§ RECORDED DATA
======
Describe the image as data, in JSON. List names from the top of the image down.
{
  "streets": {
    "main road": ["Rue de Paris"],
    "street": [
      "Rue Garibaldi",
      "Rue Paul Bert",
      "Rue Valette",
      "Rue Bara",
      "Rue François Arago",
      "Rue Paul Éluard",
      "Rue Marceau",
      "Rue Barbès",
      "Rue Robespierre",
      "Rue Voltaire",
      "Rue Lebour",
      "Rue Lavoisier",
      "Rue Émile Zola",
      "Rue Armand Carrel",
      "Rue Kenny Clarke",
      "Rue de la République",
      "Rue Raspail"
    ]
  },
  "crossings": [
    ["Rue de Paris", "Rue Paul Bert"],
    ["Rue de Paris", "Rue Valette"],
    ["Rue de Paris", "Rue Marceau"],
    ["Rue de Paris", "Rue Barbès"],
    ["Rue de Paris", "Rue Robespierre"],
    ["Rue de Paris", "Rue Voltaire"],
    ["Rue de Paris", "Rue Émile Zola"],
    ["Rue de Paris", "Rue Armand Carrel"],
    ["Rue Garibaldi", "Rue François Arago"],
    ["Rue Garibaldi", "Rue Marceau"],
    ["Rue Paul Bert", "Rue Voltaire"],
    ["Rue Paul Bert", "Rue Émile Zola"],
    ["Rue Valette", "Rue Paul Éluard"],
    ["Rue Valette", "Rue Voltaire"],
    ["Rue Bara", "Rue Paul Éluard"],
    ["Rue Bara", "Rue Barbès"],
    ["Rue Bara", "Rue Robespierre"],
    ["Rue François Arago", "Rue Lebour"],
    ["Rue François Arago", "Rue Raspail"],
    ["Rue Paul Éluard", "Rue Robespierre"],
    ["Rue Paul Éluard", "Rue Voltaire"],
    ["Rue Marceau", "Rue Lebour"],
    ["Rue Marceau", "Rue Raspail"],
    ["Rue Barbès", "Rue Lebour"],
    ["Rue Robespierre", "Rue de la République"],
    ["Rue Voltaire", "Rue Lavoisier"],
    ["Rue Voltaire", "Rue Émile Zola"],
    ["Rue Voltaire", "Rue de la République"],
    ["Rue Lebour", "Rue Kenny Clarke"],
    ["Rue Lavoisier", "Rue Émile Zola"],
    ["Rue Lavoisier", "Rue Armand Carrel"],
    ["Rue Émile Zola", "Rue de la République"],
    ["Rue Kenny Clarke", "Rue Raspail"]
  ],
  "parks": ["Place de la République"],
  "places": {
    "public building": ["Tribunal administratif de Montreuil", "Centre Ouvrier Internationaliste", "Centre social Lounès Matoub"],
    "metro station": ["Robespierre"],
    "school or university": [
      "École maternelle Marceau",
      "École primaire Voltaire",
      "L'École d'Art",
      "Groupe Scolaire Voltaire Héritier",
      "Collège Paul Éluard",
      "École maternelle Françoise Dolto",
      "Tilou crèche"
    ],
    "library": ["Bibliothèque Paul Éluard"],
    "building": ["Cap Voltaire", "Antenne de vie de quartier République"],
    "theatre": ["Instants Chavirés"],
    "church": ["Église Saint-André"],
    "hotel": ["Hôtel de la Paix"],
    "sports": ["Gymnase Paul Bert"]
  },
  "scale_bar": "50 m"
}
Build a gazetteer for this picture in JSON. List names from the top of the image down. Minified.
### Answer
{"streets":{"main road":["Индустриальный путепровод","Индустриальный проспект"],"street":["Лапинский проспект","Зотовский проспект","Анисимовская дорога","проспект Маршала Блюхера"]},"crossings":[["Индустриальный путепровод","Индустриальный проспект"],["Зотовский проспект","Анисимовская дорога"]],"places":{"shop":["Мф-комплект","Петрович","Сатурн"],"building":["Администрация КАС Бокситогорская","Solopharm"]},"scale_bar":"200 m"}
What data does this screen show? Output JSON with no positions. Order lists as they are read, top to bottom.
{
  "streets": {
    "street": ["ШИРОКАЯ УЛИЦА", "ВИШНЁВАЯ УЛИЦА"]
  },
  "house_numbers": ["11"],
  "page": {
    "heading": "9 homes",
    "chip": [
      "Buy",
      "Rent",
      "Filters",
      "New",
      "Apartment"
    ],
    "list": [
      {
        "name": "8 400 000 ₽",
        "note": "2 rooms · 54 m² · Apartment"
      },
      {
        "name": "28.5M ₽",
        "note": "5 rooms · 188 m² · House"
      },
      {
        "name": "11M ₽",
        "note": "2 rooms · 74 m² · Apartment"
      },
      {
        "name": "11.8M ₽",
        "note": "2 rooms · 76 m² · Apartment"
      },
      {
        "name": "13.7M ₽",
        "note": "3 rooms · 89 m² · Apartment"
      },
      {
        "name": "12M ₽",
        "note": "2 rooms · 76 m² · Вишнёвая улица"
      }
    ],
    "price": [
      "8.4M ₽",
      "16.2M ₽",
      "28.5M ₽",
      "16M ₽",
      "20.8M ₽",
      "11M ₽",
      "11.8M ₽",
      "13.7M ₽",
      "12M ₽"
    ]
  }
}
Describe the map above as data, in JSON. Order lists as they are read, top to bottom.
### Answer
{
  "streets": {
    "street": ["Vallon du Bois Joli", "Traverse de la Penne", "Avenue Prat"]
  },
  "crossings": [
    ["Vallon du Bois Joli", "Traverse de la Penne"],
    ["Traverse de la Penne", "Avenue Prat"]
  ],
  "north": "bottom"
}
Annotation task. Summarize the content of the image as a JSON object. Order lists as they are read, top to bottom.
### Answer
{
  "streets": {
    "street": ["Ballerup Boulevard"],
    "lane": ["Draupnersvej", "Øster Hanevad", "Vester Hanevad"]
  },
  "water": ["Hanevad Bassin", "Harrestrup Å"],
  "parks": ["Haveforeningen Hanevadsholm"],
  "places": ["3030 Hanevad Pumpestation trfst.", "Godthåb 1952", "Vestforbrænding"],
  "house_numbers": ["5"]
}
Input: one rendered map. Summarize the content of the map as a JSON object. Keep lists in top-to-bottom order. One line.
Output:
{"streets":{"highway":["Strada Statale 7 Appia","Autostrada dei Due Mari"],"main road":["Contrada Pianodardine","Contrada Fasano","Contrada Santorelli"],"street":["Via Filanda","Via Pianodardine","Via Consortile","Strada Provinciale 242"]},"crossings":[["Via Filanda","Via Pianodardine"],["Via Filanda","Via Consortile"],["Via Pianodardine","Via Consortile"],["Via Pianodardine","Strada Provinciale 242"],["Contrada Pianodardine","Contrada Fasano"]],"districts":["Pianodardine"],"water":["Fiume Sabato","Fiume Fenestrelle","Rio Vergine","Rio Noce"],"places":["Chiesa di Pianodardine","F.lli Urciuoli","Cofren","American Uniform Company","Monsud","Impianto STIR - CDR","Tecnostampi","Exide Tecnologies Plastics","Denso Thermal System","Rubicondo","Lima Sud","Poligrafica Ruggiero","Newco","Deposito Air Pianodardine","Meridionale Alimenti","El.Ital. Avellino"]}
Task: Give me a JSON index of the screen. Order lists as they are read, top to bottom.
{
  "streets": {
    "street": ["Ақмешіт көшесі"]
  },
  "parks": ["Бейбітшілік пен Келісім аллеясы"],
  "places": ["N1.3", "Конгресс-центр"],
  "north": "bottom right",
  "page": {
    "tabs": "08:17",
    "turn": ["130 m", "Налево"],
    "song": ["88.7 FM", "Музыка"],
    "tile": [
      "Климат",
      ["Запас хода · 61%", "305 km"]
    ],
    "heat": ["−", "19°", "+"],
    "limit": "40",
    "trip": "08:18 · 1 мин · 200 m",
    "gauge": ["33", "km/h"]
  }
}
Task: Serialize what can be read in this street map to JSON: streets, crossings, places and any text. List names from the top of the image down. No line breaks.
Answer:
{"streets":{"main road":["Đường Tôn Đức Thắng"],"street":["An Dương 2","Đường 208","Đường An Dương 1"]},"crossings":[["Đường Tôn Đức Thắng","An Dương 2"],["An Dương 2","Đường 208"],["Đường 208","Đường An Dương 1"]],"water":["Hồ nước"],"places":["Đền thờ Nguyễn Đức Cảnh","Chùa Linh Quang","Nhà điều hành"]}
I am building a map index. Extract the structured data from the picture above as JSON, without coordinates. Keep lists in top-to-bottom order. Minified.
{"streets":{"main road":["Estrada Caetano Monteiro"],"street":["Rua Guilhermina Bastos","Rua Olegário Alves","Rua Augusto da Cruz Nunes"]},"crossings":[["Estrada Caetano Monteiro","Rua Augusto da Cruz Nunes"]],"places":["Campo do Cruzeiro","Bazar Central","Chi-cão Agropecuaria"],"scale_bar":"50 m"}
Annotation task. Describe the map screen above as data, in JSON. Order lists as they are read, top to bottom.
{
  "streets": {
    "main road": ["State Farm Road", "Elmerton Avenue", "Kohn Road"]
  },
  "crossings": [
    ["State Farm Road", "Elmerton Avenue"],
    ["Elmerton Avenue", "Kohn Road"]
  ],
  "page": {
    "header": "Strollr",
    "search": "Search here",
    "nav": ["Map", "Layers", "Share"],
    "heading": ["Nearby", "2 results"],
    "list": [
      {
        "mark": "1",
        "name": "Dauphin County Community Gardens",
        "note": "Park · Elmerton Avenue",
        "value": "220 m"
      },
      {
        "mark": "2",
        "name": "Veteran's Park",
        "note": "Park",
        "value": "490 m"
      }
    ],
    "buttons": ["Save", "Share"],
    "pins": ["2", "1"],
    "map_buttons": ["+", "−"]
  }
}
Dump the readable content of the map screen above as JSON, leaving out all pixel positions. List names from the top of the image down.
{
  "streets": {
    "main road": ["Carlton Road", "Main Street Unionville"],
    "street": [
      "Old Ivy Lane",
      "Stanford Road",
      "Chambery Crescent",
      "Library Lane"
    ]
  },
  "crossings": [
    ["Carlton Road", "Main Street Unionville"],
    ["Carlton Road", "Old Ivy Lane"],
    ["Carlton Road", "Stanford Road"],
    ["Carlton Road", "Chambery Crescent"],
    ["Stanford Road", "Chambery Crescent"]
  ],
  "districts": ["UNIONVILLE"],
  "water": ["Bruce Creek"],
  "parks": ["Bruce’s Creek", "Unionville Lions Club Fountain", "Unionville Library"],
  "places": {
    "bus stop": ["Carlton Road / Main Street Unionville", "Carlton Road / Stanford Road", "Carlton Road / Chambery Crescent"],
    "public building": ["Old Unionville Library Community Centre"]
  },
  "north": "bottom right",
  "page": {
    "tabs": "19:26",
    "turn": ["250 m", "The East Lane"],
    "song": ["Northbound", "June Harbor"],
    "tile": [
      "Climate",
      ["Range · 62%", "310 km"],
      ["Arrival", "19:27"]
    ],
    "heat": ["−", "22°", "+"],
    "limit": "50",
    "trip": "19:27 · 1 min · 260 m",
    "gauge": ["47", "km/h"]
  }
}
======
From the entries above, show each line that includes the string "Community".

§ OUTPUT OF THE EXERCISE
        "name": "Dauphin County Community Gardens",
    "public building": ["Old Unionville Library Community Centre"]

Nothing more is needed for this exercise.